Tatjana Vall, Warm Silver Skies at BRITTA RETTBERG, Munich
Warm Silver Skies by Tatjana Vall at BRITTA RETTBERG, Munich, from February 14 to March 29, 2025.
“But I don’t want comfort. I want God, I want poetry, I want real danger, I want freedom, I want goodness. I want sin.” – Aldous Huxley, Brave New World
There is something deeply human, and therefore deeply naïve, about our obsession with shrinking the infinite into a manageable image. We map the sky, turn it into coordinates, describe it with words that make it feel less alien. But space is not a rendering, and Tatjana Vall’s Warm Silver Skies reminds us of this. Here, the cosmos is not an open frontier but a conceptual trap, where our desire for knowledge clashes with the limits of perception.
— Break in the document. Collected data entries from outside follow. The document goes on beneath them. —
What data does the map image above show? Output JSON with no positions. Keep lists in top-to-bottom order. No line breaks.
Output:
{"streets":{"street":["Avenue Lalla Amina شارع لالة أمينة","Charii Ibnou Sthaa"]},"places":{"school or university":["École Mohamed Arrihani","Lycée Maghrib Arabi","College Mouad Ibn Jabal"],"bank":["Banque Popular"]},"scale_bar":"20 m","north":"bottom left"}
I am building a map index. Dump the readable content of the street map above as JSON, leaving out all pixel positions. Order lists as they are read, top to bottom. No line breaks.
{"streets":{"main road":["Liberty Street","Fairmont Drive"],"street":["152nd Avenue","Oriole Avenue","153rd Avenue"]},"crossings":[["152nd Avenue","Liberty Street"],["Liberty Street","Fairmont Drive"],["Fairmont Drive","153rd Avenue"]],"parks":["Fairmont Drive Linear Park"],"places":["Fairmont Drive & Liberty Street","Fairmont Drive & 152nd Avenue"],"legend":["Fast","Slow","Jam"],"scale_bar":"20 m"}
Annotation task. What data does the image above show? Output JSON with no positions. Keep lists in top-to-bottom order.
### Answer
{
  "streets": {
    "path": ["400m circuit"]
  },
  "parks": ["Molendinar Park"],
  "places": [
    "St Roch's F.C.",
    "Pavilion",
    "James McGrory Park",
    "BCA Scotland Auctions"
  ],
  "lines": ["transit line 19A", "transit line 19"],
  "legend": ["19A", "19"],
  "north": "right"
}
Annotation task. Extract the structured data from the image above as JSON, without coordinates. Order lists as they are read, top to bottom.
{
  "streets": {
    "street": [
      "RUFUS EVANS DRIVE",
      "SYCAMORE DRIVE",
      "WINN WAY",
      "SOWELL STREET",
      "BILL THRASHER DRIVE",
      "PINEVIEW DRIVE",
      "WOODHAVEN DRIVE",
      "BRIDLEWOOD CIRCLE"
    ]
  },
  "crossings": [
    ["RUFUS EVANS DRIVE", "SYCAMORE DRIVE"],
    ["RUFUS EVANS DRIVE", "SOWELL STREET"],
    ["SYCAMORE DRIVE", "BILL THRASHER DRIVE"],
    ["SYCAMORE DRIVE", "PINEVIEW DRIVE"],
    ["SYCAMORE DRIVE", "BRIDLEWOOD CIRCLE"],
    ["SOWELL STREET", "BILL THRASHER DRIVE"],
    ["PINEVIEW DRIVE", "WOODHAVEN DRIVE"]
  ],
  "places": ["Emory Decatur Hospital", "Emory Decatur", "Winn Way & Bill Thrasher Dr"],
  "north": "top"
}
Stepping into the exhibition, we find ourselves in a space that oscillates between a scientific laboratory and a sci-fi film set. Videos, sculptures, and wall-based works create an environment where time seems to stretch and space fragments into uncertainty. There is no linear narrative, just a lingering sense that each image is on the verge of revealing something, only to slip away the moment we try to grasp it.
Vall’s mechanical sculptures resemble scientific instruments, but they lack any clear function. They feel like remnants of a future that has already passed, artifacts from a post-human era where technology is no longer a tool for understanding but something to be observed in itself. There is a strange familiarity to them, structures that seem to breathe, surfaces that reflect light with an almost organic intelligence.
The video works amplify this tension between fascination and deception. Through the camera’s eye, space becomes an abstraction, galaxies dissolving into digital textures, alien landscapes that feel more like simulations than real places. Vall exposes our tendency to turn the unfathomable into an image, to convince ourselves that a camera, a rendering, a composition can make the cosmos less distant.
This is the paradox we face: the more science (and science fiction) convinces us that space is accessible, the more Vall reminds us that it remains fundamentally beyond our grasp. Warm Silver Skies subtly but powerfully exposes how our visions of the future, and of space, are often more about comfort than truth.
And so, we return to Huxley’s words: we want poetry, we want risk, we want mystery. But perhaps we are not ready to accept that the universe is precisely that, a place that does not belong to us, one we cannot translate into images. And maybe, in the end, that’s exactly how it should be.